[Stored data]

━━━━

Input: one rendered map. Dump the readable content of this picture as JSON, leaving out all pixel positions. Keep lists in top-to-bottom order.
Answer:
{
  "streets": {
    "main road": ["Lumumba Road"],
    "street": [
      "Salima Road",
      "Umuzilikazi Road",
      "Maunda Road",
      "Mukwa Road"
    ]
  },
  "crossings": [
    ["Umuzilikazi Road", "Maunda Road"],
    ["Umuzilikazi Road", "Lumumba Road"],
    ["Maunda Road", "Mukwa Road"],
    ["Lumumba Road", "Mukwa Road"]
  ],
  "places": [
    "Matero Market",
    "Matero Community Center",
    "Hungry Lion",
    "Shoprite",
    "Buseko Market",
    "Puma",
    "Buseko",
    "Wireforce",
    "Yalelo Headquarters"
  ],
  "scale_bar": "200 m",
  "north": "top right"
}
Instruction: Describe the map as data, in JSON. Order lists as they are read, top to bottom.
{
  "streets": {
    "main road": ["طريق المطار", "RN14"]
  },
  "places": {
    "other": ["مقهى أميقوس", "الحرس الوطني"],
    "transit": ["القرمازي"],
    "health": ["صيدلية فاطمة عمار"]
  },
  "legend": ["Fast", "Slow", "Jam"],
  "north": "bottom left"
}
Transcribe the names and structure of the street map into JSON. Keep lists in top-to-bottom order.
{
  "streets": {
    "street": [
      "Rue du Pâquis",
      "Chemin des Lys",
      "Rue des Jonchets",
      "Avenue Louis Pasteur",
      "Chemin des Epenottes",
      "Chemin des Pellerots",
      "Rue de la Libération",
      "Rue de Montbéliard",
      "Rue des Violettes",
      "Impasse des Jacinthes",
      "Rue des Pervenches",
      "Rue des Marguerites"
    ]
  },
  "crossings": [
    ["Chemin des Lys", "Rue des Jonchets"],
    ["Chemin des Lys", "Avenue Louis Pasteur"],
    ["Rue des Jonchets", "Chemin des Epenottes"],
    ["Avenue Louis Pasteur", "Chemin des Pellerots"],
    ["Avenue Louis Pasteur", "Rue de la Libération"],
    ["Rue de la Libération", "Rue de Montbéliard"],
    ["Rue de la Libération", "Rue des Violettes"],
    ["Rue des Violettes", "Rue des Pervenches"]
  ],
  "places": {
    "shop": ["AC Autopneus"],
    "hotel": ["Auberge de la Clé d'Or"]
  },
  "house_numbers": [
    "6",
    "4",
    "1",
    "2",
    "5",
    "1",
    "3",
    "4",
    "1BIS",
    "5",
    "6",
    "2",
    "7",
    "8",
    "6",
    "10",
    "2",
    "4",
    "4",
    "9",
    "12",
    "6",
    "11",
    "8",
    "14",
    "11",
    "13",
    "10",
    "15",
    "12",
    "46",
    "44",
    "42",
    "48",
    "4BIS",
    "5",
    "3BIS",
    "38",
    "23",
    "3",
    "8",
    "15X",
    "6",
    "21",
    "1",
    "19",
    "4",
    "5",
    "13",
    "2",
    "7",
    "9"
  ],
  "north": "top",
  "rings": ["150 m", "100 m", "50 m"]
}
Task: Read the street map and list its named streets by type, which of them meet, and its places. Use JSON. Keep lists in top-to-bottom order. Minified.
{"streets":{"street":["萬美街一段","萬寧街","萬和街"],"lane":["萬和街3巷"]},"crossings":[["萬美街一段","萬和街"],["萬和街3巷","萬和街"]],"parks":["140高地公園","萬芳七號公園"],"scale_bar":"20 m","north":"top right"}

━━━━

▶ About this exercise
Your answer should be the records themselves, returned word for word.

▶ Result of the exercise
Input: one rendered map. Dump the readable content of this picture as JSON, leaving out all pixel positions. Keep lists in top-to-bottom order.
Answer:
{
  "streets": {
    "main road": ["Lumumba Road"],
    "street": [
      "Salima Road",
      "Umuzilikazi Road",
      "Maunda Road",
      "Mukwa Road"
    ]
  },
  "crossings": [
    ["Umuzilikazi Road", "Maunda Road"],
    ["Umuzilikazi Road", "Lumumba Road"],
    ["Maunda Road", "Mukwa Road"],
    ["Lumumba Road", "Mukwa Road"]
  ],
  "places": [
    "Matero Market",
    "Matero Community Center",
    "Hungry Lion",
    "Shoprite",
    "Buseko Market",
    "Puma",
    "Buseko",
    "Wireforce",
    "Yalelo Headquarters"
  ],
  "scale_bar": "200 m",
  "north": "top right"
}
Instruction: Describe the map as data, in JSON. Order lists as they are read, top to bottom.
{
  "streets": {
    "main road": ["طريق المطار", "RN14"]
  },
  "places": {
    "other": ["مقهى أميقوس", "الحرس الوطني"],
    "transit": ["القرمازي"],
    "health": ["صيدلية فاطمة عمار"]
  },
  "legend": ["Fast", "Slow", "Jam"],
  "north": "bottom left"
}
Transcribe the names and structure of the street map into JSON. Keep lists in top-to-bottom order.
{
  "streets": {
    "street": [
      "Rue du Pâquis",
      "Chemin des Lys",
      "Rue des Jonchets",
      "Avenue Louis Pasteur",
      "Chemin des Epenottes",
      "Chemin des Pellerots",
      "Rue de la Libération",
      "Rue de Montbéliard",
      "Rue des Violettes",
      "Impasse des Jacinthes",
      "Rue des Pervenches",
      "Rue des Marguerites"
    ]
  },
  "crossings": [
    ["Chemin des Lys", "Rue des Jonchets"],
    ["Chemin des Lys", "Avenue Louis Pasteur"],
    ["Rue des Jonchets", "Chemin des Epenottes"],
    ["Avenue Louis Pasteur", "Chemin des Pellerots"],
    ["Avenue Louis Pasteur", "Rue de la Libération"],
    ["Rue de la Libération", "Rue de Montbéliard"],
    ["Rue de la Libération", "Rue des Violettes"],
    ["Rue des Violettes", "Rue des Pervenches"]
  ],
  "places": {
    "shop": ["AC Autopneus"],
    "hotel": ["Auberge de la Clé d'Or"]
  },
  "house_numbers": [
    "6",
    "4",
    "1",
    "2",
    "5",
    "1",
    "3",
    "4",
    "1BIS",
    "5",
    "6",
    "2",
    "7",
    "8",
    "6",
    "10",
    "2",
    "4",
    "4",
    "9",
    "12",
    "6",
    "11",
    "8",
    "14",
    "11",
    "13",
    "10",
    "15",
    "12",
    "46",
    "44",
    "42",
    "48",
    "4BIS",
    "5",
    "3BIS",
    "38",
    "23",
    "3",
    "8",
    "15X",
    "6",
    "21",
    "1",
    "19",
    "4",
    "5",
    "13",
    "2",
    "7",
    "9"
  ],
  "north": "top",
  "rings": ["150 m", "100 m", "50 m"]
}
Task: Read the street map and list its named streets by type, which of them meet, and its places. Use JSON. Keep lists in top-to-bottom order. Minified.
{"streets":{"street":["萬美街一段","萬寧街","萬和街"],"lane":["萬和街3巷"]},"crossings":[["萬美街一段","萬和街"],["萬和街3巷","萬和街"]],"parks":["140高地公園","萬芳七號公園"],"scale_bar":"20 m","north":"top right"}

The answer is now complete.